6. When we use MultiByteToWideChar and WideCharToMultiByte functions to convert to and from Windows codepage, we have to set the default locale to our process (or thread). First, we need to find out what is the System Default locale. For such purpose, we use GetSystemDefaultLocaleName function. Once we get the system default locale name, then we set the default locale of our process using setlocale or _wsetlocale function.
Before we call MultiByteToWideChar or WideCharToMultiByte function to convert to or from codepage, we have to set the default locale of our process (or thread), otherwise, we have to explicitly provide codepage identifiers if such conversion is to be successful.
7. For example, if we want to convert codepaged Korean text to UCS2 encoding, we use MultiByteToWideChar function, because codepage encoding is of the Multibyte encoding system and UCS2 is in Wide Character encoding. Since codepage identifier for Korean is 949, we can call
MultiByteToWideChar(949, ...,), where 949 is the codepage identifier for Korean, the codepage identifier for the source of the conversion. The target of this conversion is always in the Wide Character encoding or UCS2 on Windows. So we do not need to concern about the codepage of the target in the call to MultiByteToWideChar function. Note that codepage identifiers are used for Multibyte strings.

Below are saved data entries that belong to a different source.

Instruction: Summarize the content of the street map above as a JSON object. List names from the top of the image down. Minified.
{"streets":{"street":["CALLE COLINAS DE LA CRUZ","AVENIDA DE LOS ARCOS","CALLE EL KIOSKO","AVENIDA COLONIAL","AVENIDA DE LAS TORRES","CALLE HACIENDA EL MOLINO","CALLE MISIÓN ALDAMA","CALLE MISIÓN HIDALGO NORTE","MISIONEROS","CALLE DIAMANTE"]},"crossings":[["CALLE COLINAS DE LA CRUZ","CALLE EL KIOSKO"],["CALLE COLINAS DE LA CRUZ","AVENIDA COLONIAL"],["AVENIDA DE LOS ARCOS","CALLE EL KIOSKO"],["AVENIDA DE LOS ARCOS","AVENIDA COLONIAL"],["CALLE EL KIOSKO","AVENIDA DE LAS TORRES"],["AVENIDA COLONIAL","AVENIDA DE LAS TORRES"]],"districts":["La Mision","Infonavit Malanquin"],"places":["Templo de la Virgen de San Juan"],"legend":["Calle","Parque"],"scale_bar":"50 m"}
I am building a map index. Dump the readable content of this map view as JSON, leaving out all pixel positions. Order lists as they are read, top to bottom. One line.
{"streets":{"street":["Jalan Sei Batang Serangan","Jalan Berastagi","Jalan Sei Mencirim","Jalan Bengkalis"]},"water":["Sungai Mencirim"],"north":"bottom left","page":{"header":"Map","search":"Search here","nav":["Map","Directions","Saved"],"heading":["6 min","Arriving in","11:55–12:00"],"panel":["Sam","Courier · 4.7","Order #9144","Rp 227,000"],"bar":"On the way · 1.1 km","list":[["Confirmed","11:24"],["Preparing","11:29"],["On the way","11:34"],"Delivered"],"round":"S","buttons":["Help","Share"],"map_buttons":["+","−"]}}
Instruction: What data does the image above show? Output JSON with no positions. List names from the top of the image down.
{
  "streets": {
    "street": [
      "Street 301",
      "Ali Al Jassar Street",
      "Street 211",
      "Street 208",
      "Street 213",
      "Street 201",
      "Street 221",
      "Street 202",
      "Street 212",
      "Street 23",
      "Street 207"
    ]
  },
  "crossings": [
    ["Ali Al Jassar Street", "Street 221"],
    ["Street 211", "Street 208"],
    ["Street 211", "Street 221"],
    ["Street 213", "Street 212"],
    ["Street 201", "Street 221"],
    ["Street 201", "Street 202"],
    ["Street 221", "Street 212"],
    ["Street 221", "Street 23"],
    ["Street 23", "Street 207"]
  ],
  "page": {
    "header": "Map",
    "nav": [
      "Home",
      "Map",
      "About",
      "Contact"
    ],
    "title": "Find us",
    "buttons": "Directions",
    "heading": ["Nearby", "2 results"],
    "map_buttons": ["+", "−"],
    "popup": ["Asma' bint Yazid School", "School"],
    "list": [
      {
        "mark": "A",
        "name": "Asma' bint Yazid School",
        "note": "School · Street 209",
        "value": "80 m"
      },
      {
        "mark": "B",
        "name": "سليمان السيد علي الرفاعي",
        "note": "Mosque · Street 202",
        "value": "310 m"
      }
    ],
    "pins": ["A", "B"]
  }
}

8. If we want to convert UCS2 to codepaged Korean, then we use WideCharToMultiByte function, because the source of this conversion is in the Wide Character encoding, and the target is in the Multibyte encoding (such as codepage and UTF7/UTF8), since the codepage identifier for Korean is 949, we can call
WideCharToMultiByte(949, ...), where 949 is the codepage identifier for Korean, the codepage identifier for the target of the conversion. The source of this conversion is always in the Wide Character encoding or UCS2 on Windows. Again the codepage identifier is used for Multibyte strings.
9. I happen to use codepage 949 (or Korean) on my machine. If I hardcode Korean codepage in my program, it will fail on the machines where the default codepage is not 949 (or Korean). Instead, I query the system and find out the default system locale using GetDefaultSystemLocaleName() function, and set this locale to my program using setlocale() function such that it can work on other machines whose system locale is different from that of my machine.